Loach to his credit steers clear of the Hollywood style glamour apparent in Neil Jordan’s Michael Collins by using a cast of largely unknown actors and refusing to glorify the armed struggle, but instead conveying the message that violience begets violence. His insistence on using non-professional actors to play certain parts works to great effect in the casting of ex–army personnel as British soldiers.

The idealists in the film strive towards James Connolly’s ideal of a socialist worker’s republic – a vision which causes them to fall out of favour with the Catholic church, an institution portrayed as acting within its own interests by always taking the rich man’s side. There is thus the suggestion that the conflict is really all about money and land rather than any notable aspiration towards liberation.

One particularly noteworthy scene deals with the execution of an English aristorat accused of collaboration with the British army. He expresses contempt for his killers with the line “God help Ireland if your sort ever gets into power. We’ll end up with a priest-infested backwater”. The impoverished sectarian theocracy of De Valera’s Ireland characterised by mass emigration under the oppressive iron grip of the Catholic church which emerged from the ashes of the struggle leaves us thinking that this prediction is not far off the mark. There is further irony in the concept of the modern Celtic Tiger era republic, a materialistic, selfish capitalist society of glaring inequalities and the legacy of corruption left by a certain CJ Haughey. Neither version of the Irish Republic genuinely resembles that envisaged by the idealists of the time. In this respect one is invited to contemplate the real price of freedom.

Certainly not one of Loach’s best works. He has made better films in his time - Kes, Land and Freedom to name but two more deserving of the Palme d’Or. However if we interpret this award as an overall recognition of Loach’s lifetime’s work, rather than for TWTSTB alone, then he’s entitled to it.

4 comments:

Anonymous said...

Have loads of deeply intellectual comments to make about this film - just can't think of them for now as am having a 'blonde' day.....to be continued later......

Anonymous said...

Interesting thoughts Ciaran. I did not find the film dissappointing at all, my only criticisms being the pace (was slow in parts) and the lack of imagination over use of location. Otherwise I felt Loach depicted the conflict successfully.
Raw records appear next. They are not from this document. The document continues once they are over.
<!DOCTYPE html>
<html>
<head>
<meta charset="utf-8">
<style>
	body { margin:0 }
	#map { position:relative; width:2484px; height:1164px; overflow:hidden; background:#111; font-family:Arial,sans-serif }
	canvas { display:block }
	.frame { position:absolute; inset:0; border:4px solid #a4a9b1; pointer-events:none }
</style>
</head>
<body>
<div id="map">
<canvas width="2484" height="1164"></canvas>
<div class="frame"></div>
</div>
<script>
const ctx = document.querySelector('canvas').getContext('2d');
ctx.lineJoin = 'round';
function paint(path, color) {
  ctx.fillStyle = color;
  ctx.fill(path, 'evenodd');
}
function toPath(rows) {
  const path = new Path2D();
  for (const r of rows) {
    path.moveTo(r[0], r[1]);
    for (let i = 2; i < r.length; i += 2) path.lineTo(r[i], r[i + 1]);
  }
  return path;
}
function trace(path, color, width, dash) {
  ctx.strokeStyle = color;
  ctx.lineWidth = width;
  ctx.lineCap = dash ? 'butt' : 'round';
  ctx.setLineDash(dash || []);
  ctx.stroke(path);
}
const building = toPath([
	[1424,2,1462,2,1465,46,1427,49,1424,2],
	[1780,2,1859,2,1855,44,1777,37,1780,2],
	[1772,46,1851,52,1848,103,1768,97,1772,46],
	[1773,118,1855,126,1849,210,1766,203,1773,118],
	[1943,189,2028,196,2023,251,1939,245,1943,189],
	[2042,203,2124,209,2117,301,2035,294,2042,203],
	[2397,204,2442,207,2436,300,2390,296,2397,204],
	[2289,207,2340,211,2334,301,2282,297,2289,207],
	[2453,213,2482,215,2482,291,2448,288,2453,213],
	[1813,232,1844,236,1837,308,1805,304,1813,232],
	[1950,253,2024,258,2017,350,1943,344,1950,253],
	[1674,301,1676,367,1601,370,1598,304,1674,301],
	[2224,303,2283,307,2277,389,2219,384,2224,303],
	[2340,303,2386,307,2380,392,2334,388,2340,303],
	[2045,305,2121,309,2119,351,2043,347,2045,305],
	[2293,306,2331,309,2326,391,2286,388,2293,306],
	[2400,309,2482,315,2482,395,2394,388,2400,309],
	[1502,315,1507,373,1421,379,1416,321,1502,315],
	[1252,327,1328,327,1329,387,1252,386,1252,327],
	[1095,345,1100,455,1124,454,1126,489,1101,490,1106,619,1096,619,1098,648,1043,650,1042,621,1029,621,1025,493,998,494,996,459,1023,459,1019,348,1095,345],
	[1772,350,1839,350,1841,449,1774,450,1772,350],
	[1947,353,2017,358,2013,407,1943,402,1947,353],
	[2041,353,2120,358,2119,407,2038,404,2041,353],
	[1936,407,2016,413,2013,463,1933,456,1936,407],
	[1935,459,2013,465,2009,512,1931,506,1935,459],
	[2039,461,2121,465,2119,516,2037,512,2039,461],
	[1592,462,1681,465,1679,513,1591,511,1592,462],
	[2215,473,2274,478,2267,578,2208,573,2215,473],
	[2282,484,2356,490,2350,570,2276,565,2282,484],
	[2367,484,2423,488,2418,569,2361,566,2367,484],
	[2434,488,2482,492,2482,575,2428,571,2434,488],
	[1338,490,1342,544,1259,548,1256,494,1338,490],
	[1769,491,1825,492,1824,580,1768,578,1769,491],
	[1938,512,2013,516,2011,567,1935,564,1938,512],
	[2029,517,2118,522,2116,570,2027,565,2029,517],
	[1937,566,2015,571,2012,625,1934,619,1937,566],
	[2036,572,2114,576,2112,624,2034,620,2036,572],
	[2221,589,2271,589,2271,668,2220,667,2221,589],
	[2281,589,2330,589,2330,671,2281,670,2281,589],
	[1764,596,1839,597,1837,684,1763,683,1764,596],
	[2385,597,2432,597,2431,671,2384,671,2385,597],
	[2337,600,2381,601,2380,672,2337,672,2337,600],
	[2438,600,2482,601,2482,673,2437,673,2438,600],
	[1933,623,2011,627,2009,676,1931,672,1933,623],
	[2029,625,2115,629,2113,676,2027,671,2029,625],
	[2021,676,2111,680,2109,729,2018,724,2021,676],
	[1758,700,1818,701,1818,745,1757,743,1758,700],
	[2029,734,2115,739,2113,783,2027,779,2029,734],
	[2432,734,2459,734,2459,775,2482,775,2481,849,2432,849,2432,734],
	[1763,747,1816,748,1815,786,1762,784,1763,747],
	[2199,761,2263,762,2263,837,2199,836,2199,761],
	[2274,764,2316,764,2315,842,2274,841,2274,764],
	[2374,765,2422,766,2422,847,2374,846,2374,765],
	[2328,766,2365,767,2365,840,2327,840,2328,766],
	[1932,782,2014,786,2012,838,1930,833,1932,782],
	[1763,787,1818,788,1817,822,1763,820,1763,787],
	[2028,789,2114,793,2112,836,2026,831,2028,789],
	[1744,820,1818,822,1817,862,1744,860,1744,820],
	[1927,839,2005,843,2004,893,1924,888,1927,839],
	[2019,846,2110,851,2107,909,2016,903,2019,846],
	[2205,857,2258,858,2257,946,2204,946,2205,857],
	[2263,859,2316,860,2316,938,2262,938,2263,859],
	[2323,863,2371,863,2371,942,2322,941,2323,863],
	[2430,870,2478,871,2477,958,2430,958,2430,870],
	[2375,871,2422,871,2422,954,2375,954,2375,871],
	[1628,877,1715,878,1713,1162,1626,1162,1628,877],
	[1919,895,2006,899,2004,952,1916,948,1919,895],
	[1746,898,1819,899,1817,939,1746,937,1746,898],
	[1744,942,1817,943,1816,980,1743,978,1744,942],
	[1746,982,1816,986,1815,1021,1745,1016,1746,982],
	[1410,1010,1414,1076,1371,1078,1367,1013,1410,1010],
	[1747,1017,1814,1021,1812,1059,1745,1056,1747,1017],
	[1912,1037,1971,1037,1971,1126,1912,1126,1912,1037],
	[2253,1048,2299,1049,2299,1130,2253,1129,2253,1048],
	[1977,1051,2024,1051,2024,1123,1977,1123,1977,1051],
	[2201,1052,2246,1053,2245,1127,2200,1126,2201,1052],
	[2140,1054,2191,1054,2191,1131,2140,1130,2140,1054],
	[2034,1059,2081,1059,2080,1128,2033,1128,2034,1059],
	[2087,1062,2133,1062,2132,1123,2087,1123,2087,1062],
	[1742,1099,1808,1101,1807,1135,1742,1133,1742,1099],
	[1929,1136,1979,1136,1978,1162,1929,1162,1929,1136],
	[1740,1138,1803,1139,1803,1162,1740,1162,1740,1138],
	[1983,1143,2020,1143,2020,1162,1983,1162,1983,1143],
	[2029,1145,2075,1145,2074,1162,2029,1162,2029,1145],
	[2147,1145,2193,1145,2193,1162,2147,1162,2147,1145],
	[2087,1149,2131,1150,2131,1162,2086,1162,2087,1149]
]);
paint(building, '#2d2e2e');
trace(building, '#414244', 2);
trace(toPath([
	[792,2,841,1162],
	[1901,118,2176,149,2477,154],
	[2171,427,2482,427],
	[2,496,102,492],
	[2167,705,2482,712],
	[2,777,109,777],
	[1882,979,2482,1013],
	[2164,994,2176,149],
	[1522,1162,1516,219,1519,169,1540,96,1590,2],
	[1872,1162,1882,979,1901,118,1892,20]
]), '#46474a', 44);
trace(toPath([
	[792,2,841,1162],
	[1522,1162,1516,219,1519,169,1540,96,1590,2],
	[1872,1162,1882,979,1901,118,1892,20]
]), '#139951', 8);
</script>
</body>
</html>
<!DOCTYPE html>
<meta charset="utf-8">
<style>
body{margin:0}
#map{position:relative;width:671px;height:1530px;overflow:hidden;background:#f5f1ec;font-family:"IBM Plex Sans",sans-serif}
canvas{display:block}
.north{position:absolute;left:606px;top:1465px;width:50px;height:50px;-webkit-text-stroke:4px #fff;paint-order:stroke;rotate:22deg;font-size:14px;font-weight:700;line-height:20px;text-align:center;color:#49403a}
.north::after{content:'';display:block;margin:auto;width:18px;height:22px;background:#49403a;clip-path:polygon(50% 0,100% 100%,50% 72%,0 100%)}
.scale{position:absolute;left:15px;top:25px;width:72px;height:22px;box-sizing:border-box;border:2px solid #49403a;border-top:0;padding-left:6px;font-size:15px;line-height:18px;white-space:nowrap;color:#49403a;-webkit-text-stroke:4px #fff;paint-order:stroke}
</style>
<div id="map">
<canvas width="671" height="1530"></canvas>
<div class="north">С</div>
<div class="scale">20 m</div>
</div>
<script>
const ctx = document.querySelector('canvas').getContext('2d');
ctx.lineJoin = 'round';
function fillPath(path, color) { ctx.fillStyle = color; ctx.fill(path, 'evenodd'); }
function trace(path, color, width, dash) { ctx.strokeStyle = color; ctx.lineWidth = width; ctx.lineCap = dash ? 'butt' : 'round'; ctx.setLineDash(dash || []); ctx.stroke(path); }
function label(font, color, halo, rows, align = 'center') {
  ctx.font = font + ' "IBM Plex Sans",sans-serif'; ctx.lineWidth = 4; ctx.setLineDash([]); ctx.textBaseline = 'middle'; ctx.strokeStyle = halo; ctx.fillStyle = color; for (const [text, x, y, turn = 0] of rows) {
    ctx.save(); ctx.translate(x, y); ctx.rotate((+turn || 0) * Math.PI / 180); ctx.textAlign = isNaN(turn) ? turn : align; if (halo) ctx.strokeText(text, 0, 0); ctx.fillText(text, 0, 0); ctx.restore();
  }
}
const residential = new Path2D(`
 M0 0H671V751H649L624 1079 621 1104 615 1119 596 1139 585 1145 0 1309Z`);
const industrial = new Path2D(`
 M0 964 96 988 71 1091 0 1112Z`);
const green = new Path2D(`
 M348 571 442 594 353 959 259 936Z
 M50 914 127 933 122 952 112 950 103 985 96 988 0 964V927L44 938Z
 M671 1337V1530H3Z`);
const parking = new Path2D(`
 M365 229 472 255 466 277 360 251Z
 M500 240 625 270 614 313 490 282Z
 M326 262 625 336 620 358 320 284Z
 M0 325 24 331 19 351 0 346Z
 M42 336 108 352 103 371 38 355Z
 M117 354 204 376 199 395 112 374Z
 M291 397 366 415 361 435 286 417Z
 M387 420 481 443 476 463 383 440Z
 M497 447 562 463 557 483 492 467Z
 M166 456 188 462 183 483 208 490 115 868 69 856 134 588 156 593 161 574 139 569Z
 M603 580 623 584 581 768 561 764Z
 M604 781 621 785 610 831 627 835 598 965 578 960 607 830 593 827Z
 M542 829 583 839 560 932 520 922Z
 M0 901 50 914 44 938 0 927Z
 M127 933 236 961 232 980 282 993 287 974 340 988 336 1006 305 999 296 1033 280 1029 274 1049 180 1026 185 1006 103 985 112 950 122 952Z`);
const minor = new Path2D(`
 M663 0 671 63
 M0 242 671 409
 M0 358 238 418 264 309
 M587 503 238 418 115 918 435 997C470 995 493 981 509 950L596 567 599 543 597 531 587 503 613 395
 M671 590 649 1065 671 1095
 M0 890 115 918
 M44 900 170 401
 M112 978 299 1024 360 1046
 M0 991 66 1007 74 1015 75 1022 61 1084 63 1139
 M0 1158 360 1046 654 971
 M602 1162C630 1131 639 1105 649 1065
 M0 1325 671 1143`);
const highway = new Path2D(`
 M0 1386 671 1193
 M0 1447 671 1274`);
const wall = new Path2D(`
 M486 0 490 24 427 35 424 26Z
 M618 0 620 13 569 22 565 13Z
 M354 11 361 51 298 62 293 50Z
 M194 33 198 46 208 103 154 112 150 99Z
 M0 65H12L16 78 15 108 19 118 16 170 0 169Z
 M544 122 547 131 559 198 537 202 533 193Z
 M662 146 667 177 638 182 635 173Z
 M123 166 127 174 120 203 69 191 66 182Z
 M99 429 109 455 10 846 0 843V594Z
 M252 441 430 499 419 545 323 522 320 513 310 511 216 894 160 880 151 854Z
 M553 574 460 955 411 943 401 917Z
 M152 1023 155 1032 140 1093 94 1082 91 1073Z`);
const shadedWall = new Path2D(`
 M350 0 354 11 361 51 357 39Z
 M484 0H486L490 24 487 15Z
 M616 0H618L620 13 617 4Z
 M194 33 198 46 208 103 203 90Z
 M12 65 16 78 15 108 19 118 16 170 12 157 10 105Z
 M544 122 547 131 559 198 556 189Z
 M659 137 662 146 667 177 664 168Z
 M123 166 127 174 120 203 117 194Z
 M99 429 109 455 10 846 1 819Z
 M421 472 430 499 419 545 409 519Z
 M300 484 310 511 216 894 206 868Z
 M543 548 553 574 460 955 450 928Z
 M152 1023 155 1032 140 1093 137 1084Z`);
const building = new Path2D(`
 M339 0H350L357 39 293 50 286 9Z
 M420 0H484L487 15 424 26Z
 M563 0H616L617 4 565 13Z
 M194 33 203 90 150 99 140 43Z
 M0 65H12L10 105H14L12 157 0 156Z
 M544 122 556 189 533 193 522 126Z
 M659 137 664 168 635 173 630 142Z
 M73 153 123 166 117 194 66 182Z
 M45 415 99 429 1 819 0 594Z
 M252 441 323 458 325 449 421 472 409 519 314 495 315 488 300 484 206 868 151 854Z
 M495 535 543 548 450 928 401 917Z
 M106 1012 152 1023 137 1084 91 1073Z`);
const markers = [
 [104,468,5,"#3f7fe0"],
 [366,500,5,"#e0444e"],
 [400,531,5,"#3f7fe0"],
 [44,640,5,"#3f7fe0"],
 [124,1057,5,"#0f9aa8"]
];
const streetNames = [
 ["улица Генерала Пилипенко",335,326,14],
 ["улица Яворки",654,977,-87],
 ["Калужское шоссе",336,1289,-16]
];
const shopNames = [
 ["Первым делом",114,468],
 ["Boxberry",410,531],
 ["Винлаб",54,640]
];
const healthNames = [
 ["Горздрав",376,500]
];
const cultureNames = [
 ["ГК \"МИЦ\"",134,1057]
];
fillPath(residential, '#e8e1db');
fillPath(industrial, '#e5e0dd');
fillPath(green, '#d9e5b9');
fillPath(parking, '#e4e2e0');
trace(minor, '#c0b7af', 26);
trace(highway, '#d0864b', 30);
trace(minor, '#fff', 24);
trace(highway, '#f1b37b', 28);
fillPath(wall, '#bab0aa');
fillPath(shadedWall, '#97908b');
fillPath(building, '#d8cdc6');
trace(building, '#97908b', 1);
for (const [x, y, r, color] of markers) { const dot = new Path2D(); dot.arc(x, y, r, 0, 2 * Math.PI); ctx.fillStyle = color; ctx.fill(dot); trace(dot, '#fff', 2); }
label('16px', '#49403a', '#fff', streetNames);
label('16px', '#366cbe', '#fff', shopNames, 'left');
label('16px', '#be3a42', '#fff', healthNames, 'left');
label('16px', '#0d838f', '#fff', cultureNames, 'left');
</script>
He allowed the audience to have sympathy with all sides, the republicans with their idealistic patriotism, the free staters with their thoughts that peace was worth some compromise and even the WW1 shell shocked British soldiers (particularly the one whose father was from Donegal and he had been asked to kill his own people). I thought the conflict between free staters and republicans was portrayed very effectively. Rather than being anti-British the film emerged as anti-Capitalist - illustrated by the way the republicans were seen compromising their ideals when money was involved and the fact that so many people joined both the republican movement and the British Army through necessity of poverty.

CW said...

I agree Lorainne. The socialist leanings are evident in trhe scene just after the de facto court orders the loan shark businessman to pay costs to his debtor event though she owes him money.
The trade unionist train driver orders the others to turn out their pockets to reveal the extent of their poverty. We have the suggestion here that they are fighting a poor man's war. This is contrasted with the bourgeois attitudes of the church with the priest at the pulpit advocating support for the treaty.